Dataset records
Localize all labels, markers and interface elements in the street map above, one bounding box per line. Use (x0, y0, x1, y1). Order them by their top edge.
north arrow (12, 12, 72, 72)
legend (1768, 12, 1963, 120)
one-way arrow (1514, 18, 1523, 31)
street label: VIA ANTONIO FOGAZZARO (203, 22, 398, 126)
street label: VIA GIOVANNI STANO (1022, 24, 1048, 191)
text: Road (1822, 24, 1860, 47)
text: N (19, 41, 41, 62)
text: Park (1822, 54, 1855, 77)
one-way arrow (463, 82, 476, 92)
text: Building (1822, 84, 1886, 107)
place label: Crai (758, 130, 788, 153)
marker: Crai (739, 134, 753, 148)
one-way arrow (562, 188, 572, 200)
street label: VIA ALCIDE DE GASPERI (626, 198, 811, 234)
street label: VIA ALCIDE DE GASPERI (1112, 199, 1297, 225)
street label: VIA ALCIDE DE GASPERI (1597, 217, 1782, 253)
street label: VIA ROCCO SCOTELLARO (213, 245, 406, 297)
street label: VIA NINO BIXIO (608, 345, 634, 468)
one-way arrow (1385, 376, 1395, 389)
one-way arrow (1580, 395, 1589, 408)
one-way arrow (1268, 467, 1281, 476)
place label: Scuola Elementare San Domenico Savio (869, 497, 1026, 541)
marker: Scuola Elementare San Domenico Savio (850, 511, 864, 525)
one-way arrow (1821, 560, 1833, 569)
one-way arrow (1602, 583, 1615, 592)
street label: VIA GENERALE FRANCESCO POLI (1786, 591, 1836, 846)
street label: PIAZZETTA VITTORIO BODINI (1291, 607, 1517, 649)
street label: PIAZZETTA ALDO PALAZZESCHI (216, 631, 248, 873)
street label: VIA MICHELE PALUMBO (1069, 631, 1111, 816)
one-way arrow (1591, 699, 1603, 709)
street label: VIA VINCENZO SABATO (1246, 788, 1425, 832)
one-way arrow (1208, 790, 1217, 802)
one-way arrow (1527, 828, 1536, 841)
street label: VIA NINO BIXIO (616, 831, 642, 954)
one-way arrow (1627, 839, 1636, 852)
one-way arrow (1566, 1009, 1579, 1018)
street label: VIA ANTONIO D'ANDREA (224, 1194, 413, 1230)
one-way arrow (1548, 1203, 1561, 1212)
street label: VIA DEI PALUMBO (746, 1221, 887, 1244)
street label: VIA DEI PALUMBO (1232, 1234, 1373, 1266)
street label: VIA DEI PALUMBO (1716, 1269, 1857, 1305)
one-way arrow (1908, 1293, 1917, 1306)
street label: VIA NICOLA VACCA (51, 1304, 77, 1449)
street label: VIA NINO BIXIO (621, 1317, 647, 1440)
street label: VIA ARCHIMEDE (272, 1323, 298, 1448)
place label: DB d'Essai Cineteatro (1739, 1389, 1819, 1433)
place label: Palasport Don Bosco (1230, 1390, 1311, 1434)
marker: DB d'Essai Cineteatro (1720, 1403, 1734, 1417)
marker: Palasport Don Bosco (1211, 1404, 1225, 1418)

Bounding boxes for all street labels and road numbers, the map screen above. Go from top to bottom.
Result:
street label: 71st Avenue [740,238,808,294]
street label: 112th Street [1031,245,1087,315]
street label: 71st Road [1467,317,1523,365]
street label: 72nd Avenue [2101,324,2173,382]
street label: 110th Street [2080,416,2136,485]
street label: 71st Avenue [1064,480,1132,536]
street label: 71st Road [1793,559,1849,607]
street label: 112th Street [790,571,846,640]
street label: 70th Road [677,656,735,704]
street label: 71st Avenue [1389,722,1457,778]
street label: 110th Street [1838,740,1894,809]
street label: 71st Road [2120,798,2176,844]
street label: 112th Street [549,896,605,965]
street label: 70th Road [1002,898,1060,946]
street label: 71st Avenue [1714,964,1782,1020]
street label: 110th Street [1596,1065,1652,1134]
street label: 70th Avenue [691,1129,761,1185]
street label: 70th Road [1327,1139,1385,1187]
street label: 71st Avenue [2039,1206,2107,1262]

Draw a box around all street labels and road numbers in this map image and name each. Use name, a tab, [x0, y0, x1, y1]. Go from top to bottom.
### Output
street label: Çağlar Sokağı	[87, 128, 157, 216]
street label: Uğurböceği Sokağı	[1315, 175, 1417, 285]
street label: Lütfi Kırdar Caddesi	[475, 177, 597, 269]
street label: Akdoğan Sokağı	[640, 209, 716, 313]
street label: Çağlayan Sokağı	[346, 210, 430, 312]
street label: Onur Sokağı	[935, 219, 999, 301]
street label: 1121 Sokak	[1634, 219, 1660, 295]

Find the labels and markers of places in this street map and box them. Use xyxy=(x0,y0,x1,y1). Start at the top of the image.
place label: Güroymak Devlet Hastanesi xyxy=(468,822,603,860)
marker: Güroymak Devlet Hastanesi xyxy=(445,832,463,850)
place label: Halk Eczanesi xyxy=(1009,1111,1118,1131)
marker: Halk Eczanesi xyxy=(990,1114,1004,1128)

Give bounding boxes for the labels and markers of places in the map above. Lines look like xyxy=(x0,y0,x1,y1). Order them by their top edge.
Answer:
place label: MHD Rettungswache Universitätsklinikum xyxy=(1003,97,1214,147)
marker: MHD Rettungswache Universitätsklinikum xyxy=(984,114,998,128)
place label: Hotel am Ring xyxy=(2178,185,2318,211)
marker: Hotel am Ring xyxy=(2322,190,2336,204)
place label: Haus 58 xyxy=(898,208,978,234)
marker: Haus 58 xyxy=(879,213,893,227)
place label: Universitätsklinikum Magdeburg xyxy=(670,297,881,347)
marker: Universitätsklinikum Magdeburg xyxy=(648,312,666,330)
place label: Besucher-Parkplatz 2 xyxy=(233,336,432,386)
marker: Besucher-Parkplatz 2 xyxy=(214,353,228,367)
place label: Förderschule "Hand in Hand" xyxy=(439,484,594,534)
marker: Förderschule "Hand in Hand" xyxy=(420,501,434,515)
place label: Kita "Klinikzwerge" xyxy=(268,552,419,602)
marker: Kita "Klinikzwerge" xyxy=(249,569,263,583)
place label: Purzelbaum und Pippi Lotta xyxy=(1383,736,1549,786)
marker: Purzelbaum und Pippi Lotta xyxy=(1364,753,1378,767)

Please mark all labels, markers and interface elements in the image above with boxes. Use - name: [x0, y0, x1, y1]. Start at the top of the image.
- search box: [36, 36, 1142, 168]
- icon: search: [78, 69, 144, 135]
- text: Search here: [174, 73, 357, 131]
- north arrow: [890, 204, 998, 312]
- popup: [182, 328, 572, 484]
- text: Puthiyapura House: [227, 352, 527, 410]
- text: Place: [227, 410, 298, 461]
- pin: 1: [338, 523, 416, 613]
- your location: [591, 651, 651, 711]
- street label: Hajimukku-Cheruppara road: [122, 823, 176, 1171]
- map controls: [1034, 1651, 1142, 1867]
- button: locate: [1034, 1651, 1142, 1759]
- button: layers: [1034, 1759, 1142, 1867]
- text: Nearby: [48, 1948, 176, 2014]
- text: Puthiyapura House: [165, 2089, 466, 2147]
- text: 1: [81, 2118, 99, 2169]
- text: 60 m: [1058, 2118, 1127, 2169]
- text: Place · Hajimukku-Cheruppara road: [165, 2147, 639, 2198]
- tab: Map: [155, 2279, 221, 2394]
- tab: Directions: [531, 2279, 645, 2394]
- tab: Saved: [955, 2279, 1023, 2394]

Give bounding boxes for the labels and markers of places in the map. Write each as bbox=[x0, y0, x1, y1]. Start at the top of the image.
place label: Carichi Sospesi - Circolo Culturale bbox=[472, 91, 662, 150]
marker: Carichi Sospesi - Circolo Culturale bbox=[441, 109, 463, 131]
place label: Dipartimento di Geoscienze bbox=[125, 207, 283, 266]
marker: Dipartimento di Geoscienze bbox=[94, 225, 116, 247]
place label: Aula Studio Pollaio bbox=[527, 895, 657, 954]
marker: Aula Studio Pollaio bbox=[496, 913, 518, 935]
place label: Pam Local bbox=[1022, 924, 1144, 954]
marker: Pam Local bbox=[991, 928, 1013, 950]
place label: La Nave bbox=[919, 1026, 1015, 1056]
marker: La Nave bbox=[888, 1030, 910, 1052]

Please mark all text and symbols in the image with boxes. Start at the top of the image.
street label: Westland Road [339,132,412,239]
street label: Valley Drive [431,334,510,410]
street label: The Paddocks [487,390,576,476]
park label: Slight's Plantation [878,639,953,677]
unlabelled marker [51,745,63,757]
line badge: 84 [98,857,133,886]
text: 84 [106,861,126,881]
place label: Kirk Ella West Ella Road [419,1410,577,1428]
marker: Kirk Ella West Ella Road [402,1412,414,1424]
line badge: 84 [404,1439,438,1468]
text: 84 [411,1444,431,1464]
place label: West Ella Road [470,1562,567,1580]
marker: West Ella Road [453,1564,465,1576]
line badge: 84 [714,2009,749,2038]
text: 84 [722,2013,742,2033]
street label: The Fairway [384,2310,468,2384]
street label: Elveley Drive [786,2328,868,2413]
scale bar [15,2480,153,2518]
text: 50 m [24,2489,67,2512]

**What is being asked:**
Please return all lines above in which the string "bottom" is found.

**Response to this task:**
Bounding boxes for all street labels and road numbers, the map screen above. Go from top to bottom.
Draw a box around all street labels and road numbers in this map image and name each. Use name, a tab, [x0, y0, x1, y1]. Go from top to bottom.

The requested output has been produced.